HOW TO COMPLETE THIS TASK:
For the entries that follow, say how many lines hold the string "solid", with nothing else in the reply.

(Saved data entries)
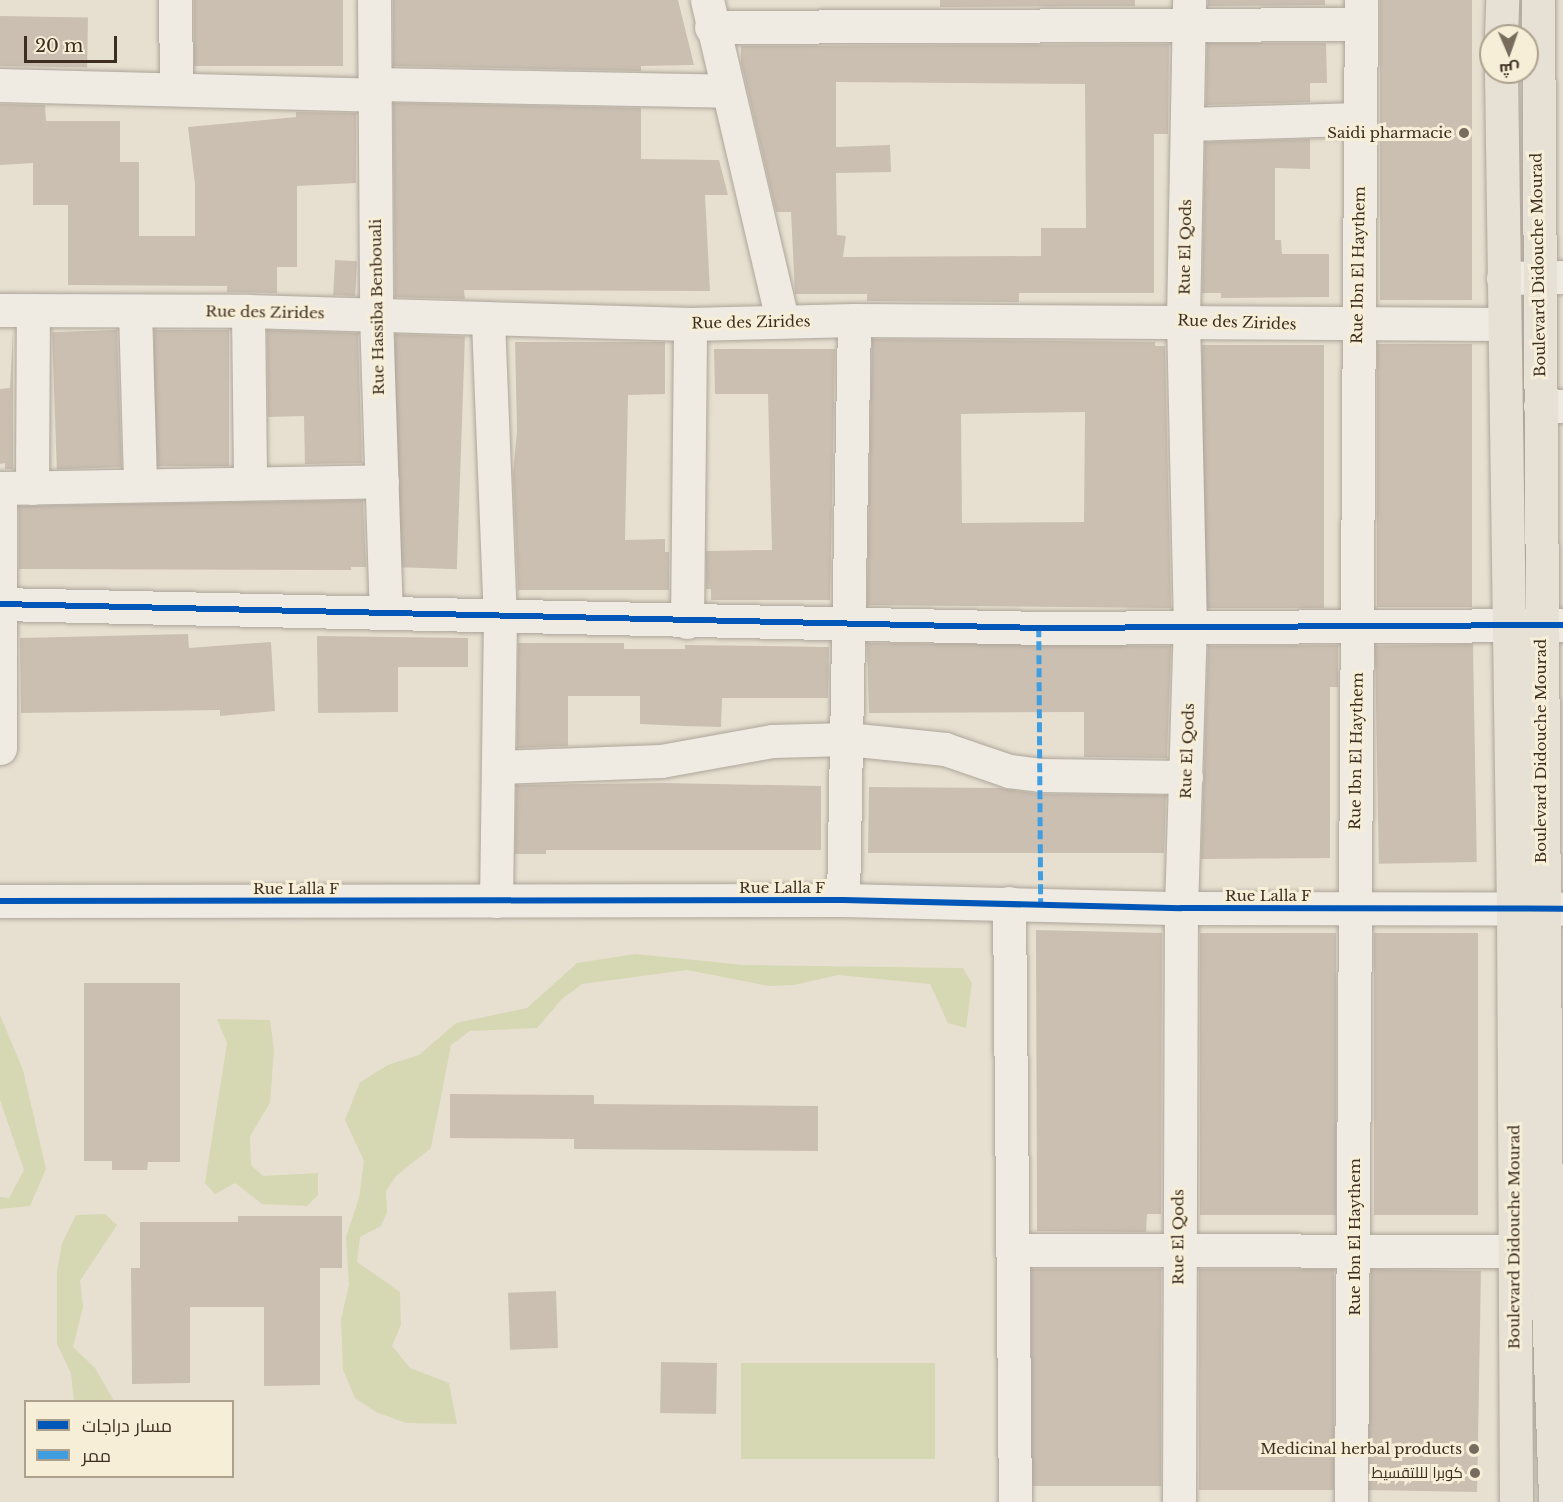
<!DOCTYPE html>
<meta charset="utf-8">
<style>
body{margin:0}
#map{position:relative;width:1563px;height:1502px;overflow:hidden;background:#e7e0d1;font-family:"Libre Baskerville",Cairo,serif}
div>[style]{position:absolute}
.green>*{inset:0;background:#d6d7b3;transform-origin:0 0}
.building>*{inset:0;background:#cbbfb2;transform-origin:0 0}
.roads{filter:drop-shadow(0 0 2px #ada599) drop-shadow(0 0 2px #ada599)}
.minor>*{height:33px;margin:-16.5px;padding:0 16.5px;transform-origin:16.5px;border-radius:16.5px;background:#efebe3}
.major>*{height:33px;margin:-16.5px;padding:0 16.5px;transform-origin:16.5px;border-radius:16.5px;background:#e6e1d4}
.quiet>*{height:4.5px;margin-top:-2.25px;transform-origin:0;background:repeating-linear-gradient(90deg,#3f9de0 0 9px,transparent 0 13.5px)}
.cycleway>*{height:6px;margin:-3px;padding:0 3px;transform-origin:3px;border-radius:3px;background:#0057b8}
.dots>*{width:16px;height:16px;translate:-50% -50%;box-sizing:border-box;border:3px solid #f7eed8;border-radius:50%}
span{translate:-50% -50%;white-space:nowrap;text-align:center;line-height:1.15;-webkit-text-stroke:6px #f7eed8;paint-order:stroke}
.poi-label{font-size:15px;color:#3d2e20}
.right{translate:-100% -50%;text-align:right}
.street-label{font-size:15px;color:#3d2e20}
.legend{position:absolute;left:24px;top:1400px;width:210px;height:78px;box-sizing:border-box;background:#f7eed8;border:2px solid #ada18e;margin:0;padding:8px 10px;list-style:none;font-size:18px;color:#3d2e20}
.legend li{display:flex;align-items:center;gap:12px;height:30px}
.legend b{width:30px;border:2px solid #ada18e}
.north{position:absolute;left:1479px;top:24px;width:60px;height:60px;box-sizing:border-box;background:#f7eed8;border:2px solid #ada18e;border-radius:50%;rotate:178deg;font-size:16px;font-weight:700;line-height:24px;text-align:center;color:#3d2e20}
.north::after{content:'';display:block;margin:auto;width:21px;height:27px;background:#786c5e;clip-path:polygon(50% 0,100% 100%,50% 72%,0 100%)}
.scale{position:absolute;left:24px;top:36px;width:93px;height:27px;box-sizing:border-box;border:3px solid #3d2e20;border-top:0;padding-left:8px;font-size:18px;line-height:21px;white-space:nowrap;color:#3d2e20;-webkit-text-stroke:4px #f7eed8;paint-order:stroke}
</style>
<div id="map">
<div class="green">
<div style="clip-path:polygon(635px 954px,744px 965px,963px 968px,972px 983px,966px 1028px,948px 1023px,930px 984px,838px 975px,794px 985px,769px 986px,687px 970px,582px 984px,562px 999px,537px 1028px,470px 1031px,451px 1045px,431px 1148px,396px 1176px,386px 1191px,387px 1212px,381px 1226px,360px 1237px,357px 1262px,400px 1292px,401px 1325px,392px 1346px,410px 1368px,449px 1383px,457px 1424px,406px 1423px,376px 1412px,355px 1398px,343px 1370px,341px 1319px,349px 1285px,346px 1237px,359px 1198px,364px 1161px,345px 1120px,360px 1082px,388px 1065px,419px 1055px,456px 1023px,527px 1008px,577px 963px)"></div>
<div style="clip-path:polygon(0 1015px,23px 1070px,46px 1169px,30px 1206px,0 1209px,0 1197px,9px 1198px,24px 1170px,0 1100px)"></div>
<div style="clip-path:polygon(217px 1019px,270px 1020px,274px 1050px,270px 1103px,250px 1136px,251px 1165px,263px 1176px,318px 1173px,318px 1195px,307px 1206px,262px 1204px,235px 1183px,215px 1194px,205px 1183px,227px 1043px)"></div>
<div style="clip-path:polygon(105px 1214px,117px 1225px,80px 1281px,83px 1307px,73px 1347px,95px 1368px,114px 1401px,74px 1401px,71px 1373px,57px 1344px,57px 1271px,62px 1243px,76px 1215px)"></div>
<div style="left:741px;top:1363px;width:194px;height:96px"></div>
</div>
<div class="building">
<div style="left:194px;top:0;width:149px;height:66px"></div>
<div style="clip-path:polygon(393px 0,678px 0,694px 65px,641px 66px,641px 71px,393px 66px)"></div>
<div style="clip-path:polygon(940px 0,1135px 0,1135px 6px,940px 7px)"></div>
<div style="clip-path:polygon(1208px 0,1325px 0,1325px 5px,1208px 6px)"></div>
<div style="left:1380px;top:0;width:92px;height:300px"></div>
<div style="left:0;top:16px;width:88px;height:50px;rotate:1deg"></div>
<div style="clip-path:polygon(1207px 43px,1326px 43px,1327px 83px,1310px 83px,1310px 102px,1206px 105px)"></div>
<div style="clip-path:polygon(evenodd,1169px 44px,1168px 134px,1154px 134px,1154px 293px,1019px 293px,1019px 302px,867px 301px,867px 294px,795px 294px,791px 212px,776px 212px,741px 62px,741px 46px,1169px 44px,836px 82px,1085px 84px,1086px 228px,1041px 228px,1041px 256px,843px 257px,846px 236px,837px 235px,836px 173px,891px 172px,890px 145px,836px 147px,836px 82px)"></div>
<div style="clip-path:polygon(393px 103px,641px 108px,641px 159px,719px 160px,728px 195px,705px 195px,710px 291px,464px 290px,465px 299px,395px 297px)"></div>
<div style="clip-path:polygon(0 104px,45px 105px,46px 121px,120px 121px,120px 162px,139px 162px,139px 236px,195px 236px,195px 184px,188px 127px,296px 117px,296px 112px,356px 113px,356px 183px,297px 186px,297px 267px,277px 267px,277px 293px,227px 292px,227px 286px,68px 285px,68px 205px,33px 205px,33px 163px,0 165px)"></div>
<div style="clip-path:polygon(1310px 139px,1310px 169px,1275px 168px,1275px 240px,1281px 240px,1282px 254px,1329px 254px,1329px 297px,1221px 298px,1221px 293px,1202px 293px,1205px 142px)"></div>
<div style="left:335px;top:260px;width:22px;height:35px;rotate:3deg"></div>
<div style="left:117px;top:330px;width:137px;height:65px;rotate:88deg"></div>
<div style="left:154px;top:330px;width:75px;height:136px"></div>
<div style="clip-path:polygon(267px 330px,358px 333px,362px 463px,305px 464px,304px 416px,268px 417px)"></div>
<div style="clip-path:polygon(13px 332px,13px 469px,5px 469px,5px 463px,0 464px,0 389px,10px 388px)"></div>
<div style="left:395px;top:334px;width:70px;height:233px;rotate:2deg"></div>
<div style="clip-path:polygon(evenodd,872px 339px,1155px 342px,1155px 346px,1165px 346px,1171px 608px,867px 605px,872px 339px,1085px 412px,1084px 522px,962px 523px,961px 414px,1085px 412px)"></div>
<div style="clip-path:polygon(515px 342px,665px 342px,665px 394px,628px 395px,625px 540px,665px 539px,665px 552px,669px 552px,669px 590px,518px 590px,513px 474px,517px 431px)"></div>
<div style="left:1377px;top:344px;width:95px;height:263px"></div>
<div style="left:1202px;top:345px;width:122px;height:263px"></div>
<div style="clip-path:polygon(714px 349px,835px 349px,830px 600px,711px 600px,711px 589px,706px 589px,706px 551px,772px 550px,768px 394px,715px 394px)"></div>
<div style="clip-path:polygon(363px 500px,366px 567px,351px 567px,351px 570px,19px 569px,19px 506px)"></div>
<div style="clip-path:polygon(188px 634px,189px 648px,271px 642px,275px 711px,220px 716px,220px 710px,21px 713px,20px 638px)"></div>
<div style="clip-path:polygon(317px 636px,468px 638px,468px 667px,398px 667px,398px 712px,318px 713px)"></div>
<div style="clip-path:polygon(518px 643px,624px 643px,624px 649px,685px 649px,685px 645px,829px 647px,828px 698px,722px 698px,721px 727px,684px 726px,640px 724px,640px 696px,568px 696px,568px 746px,517px 748px)"></div>
<div style="clip-path:polygon(867px 643px,1171px 646px,1167px 758px,1084px 757px,1084px 712px,869px 713px)"></div>
<div style="left:1473px;top:644px;width:218px;height:98px;rotate:89deg"></div>
<div style="clip-path:polygon(1338px 645px,1338px 687px,1330px 687px,1330px 858px,1201px 859px,1208px 646px)"></div>
<div style="clip-path:polygon(665px 783px,821px 786px,821px 850px,546px 850px,546px 854px,515px 854px,516px 785px)"></div>
<div style="clip-path:polygon(869px 787px,1000px 788px,1040px 794px,1166px 795px,1164px 853px,868px 853px)"></div>
<div style="clip-path:polygon(1036px 930px,1162px 933px,1161px 1214px,1147px 1214px,1146px 1232px,1037px 1231px)"></div>
<div style="left:1200px;top:933px;width:136px;height:282px"></div>
<div style="left:1374px;top:933px;width:104px;height:282px"></div>
<div style="clip-path:polygon(84px 983px,180px 983px,180px 1162px,148px 1162px,147px 1170px,112px 1170px,112px 1161px,84px 1161px)"></div>
<div style="clip-path:polygon(450px 1094px,594px 1095px,594px 1104px,818px 1106px,818px 1151px,574px 1149px,574px 1139px,450px 1138px)"></div>
<div style="clip-path:polygon(238px 1216px,342px 1216px,342px 1268px,320px 1268px,320px 1385px,264px 1386px,264px 1307px,190px 1307px,190px 1383px,132px 1384px,131px 1268px,140px 1268px,140px 1222px,238px 1222px)"></div>
<div style="left:1031px;top:1269px;width:130px;height:217px"></div>
<div style="left:1199px;top:1269px;width:135px;height:221px"></div>
<div style="left:1371px;top:1269px;width:110px;height:221px;rotate:1deg"></div>
<div style="left:556px;top:1291px;width:57px;height:48px;rotate:88deg"></div>
<div style="left:661px;top:1362px;width:56px;height:51px;rotate:1deg"></div>
</div>
<div class="roads">
<div class="minor">
<div style="left:175px;top:0;width:88px;rotate:89.3deg"></div>
<div style="left:374px;top:0;width:315px;rotate:89.6deg"></div>
<div style="left:376px;top:315px;width:298px;rotate:88.1deg"></div>
<div style="left:707px;top:0;width:330px;rotate:76.8deg"></div>
<div style="left:711px;top:27px;width:649px;rotate:-0.26deg"></div>
<div style="left:375px;top:84px;width:352px;rotate:1.1deg"></div>
<div style="left:0;top:85px;width:375px;rotate:1.5deg"></div>
<div style="left:1187px;top:124px;width:173px;rotate:-1.7deg"></div>
<div style="left:1503px;top:278px;width:60px;rotate:-1deg"></div>
<div style="left:0;top:310px;width:248px;rotate:0.2deg"></div>
<div style="left:248px;top:311px;width:442px;rotate:1.7deg"></div>
<div style="left:690px;top:324px;width:164px;rotate:-1.4deg"></div>
<div style="left:854px;top:320px;width:649px;rotate:0.35deg"></div>
<div style="left:135px;top:311px;width:173px;rotate:88.3deg"></div>
<div style="left:248px;top:311px;width:171px;rotate:89.3deg"></div>
<div style="left:488px;top:321px;width:295px;rotate:87.7deg"></div>
<div style="left:500px;top:616px;width:285px;rotate:90.8deg"></div>
<div style="left:1540px;top:406px;width:23px"></div>
<div style="left:0;top:488px;width:382px;rotate:-1deg"></div>
<div style="left:32px;top:488px;width:178px;rotate:-89.7deg"></div>
<div style="left:0;top:604px;width:1039px;rotate:1.32deg"></div>
<div style="left:1039px;top:628px;width:524px;rotate:-0.33deg"></div>
<div style="left:687px;top:622px;width:298px;rotate:-89.4deg"></div>
<div style="left:0;top:748px;width:260px;rotate:-90deg"></div>
<div style="left:498px;top:767px;width:163px;rotate:-2.1deg"></div>
<div style="left:661px;top:761px;width:113px;rotate:-10.2deg"></div>
<div style="left:772px;top:741px;width:75px;rotate:-1.5deg"></div>
<div style="left:847px;top:739px;width:99px;rotate:5.8deg"></div>
<div style="left:945px;top:749px;width:68px;rotate:19deg"></div>
<div style="left:1009px;top:771px;width:31px;rotate:7deg"></div>
<div style="left:1040px;top:775px;width:146px;rotate:0.8deg"></div>
<div style="left:843px;top:900px;width:580px;rotate:-88.91deg"></div>
<div style="left:0;top:901px;width:843px;rotate:-0.07deg"></div>
<div style="left:843px;top:900px;width:338px;rotate:1.4deg"></div>
<div style="left:1181px;top:908px;width:382px;rotate:0.1deg"></div>
<div style="left:1009px;top:903px;width:599px;rotate:89.43deg"></div>
<div style="left:1012px;top:1250px;width:551px;rotate:0.1deg"></div>
<div style="left:1179px;top:1502px;width:594px;rotate:-89.81deg"></div>
<div style="left:1181px;top:908px;width:281px;rotate:-88.2deg"></div>
<div style="left:1190px;top:627px;width:307px;rotate:-91.3deg"></div>
<div style="left:1183px;top:320px;width:320px;rotate:-88.9deg"></div>
<div style="left:1351px;top:1502px;width:1502px;rotate:-89.62deg"></div>
</div>
<div class="major">
<div style="left:1538px;top:0;width:1251px;rotate:89.63deg"></div>
<div style="left:1546px;top:1251px;width:251px;rotate:87.9deg"></div>
<div style="left:1501px;top:36px;width:36px;rotate:-88deg"></div>
<div style="left:1501px;top:72px;width:835px;rotate:89.18deg"></div>
<div style="left:1513px;top:907px;width:595px;rotate:89.71deg"></div>
</div>
</div>
<div class="quiet">
<div style="left:1039px;top:628px;width:275px;rotate:89.6deg"></div>
</div>
<div class="cycleway">
<div style="left:0;top:604px;width:1039px;rotate:1.32deg"></div>
<div style="left:1039px;top:628px;width:524px;rotate:-0.33deg"></div>
<div style="left:0;top:901px;width:843px;rotate:-0.07deg"></div>
<div style="left:843px;top:900px;width:338px;rotate:1.4deg"></div>
<div style="left:1181px;top:908px;width:382px;rotate:0.1deg"></div>
</div>
<div class="dots">
<div style="left:1464px;top:133px;background:#786c5e"></div>
<div style="left:1474px;top:1449px;background:#786c5e"></div>
<div style="left:1475px;top:1473px;background:#786c5e"></div>
</div>
<div class="poi-label">
<span class="right" style="left:1452px;top:133px">Saidi pharmacie</span>
<span class="right" style="left:1462px;top:1449px">Medicinal herbal products</span>
<span class="right" style="left:1463px;top:1473px">كوبرا لللتقسيط</span>
</div>
<div class="street-label">
<span style="left:1185px;top:247px;rotate:-89deg">Rue El Qods</span>
<span style="left:1358px;top:265px;rotate:-89deg">Rue Ibn El Haythem</span>
<span style="left:1538px;top:265px;rotate:-91deg">Boulevard Didouche Mourad</span>
<span style="left:377px;top:307px;rotate:-91deg">Rue Hassiba Benbouali</span>
<span style="left:265px;top:312px;rotate:1deg">Rue des Zirides</span>
<span style="left:751px;top:322px;rotate:-1deg">Rue des Zirides</span>
<span style="left:1237px;top:322px;rotate:2deg">Rue des Zirides</span>
<span style="left:1187px;top:751px;rotate:-88deg">Rue El Qods</span>
<span style="left:1356px;top:751px;rotate:-89deg">Rue Ibn El Haythem</span>
<span style="left:1541px;top:751px;rotate:-90deg">Boulevard Didouche Mourad</span>
<span style="left:782px;top:888px">Rue Lalla F</span>
<span style="left:296px;top:889px">Rue Lalla F</span>
<span style="left:1268px;top:896px">Rue Lalla F</span>
<span style="left:1178px;top:1237px;rotate:-90deg">Rue El Qods</span>
<span style="left:1355px;top:1237px;rotate:-90deg">Rue Ibn El Haythem</span>
<span style="left:1514px;top:1237px;rotate:-90deg">Boulevard Didouche Mourad</span>
</div>
<ul class="legend">
<li><b style="height:8px;background:#0057b8"></b>مسار دراجات</li>
<li><b style="height:8px;background:#3f9de0"></b>ممر</li>
</ul>
<div class="north">ش</div>
<div class="scale">20 m</div>
</div>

ANSWER SPACE:
5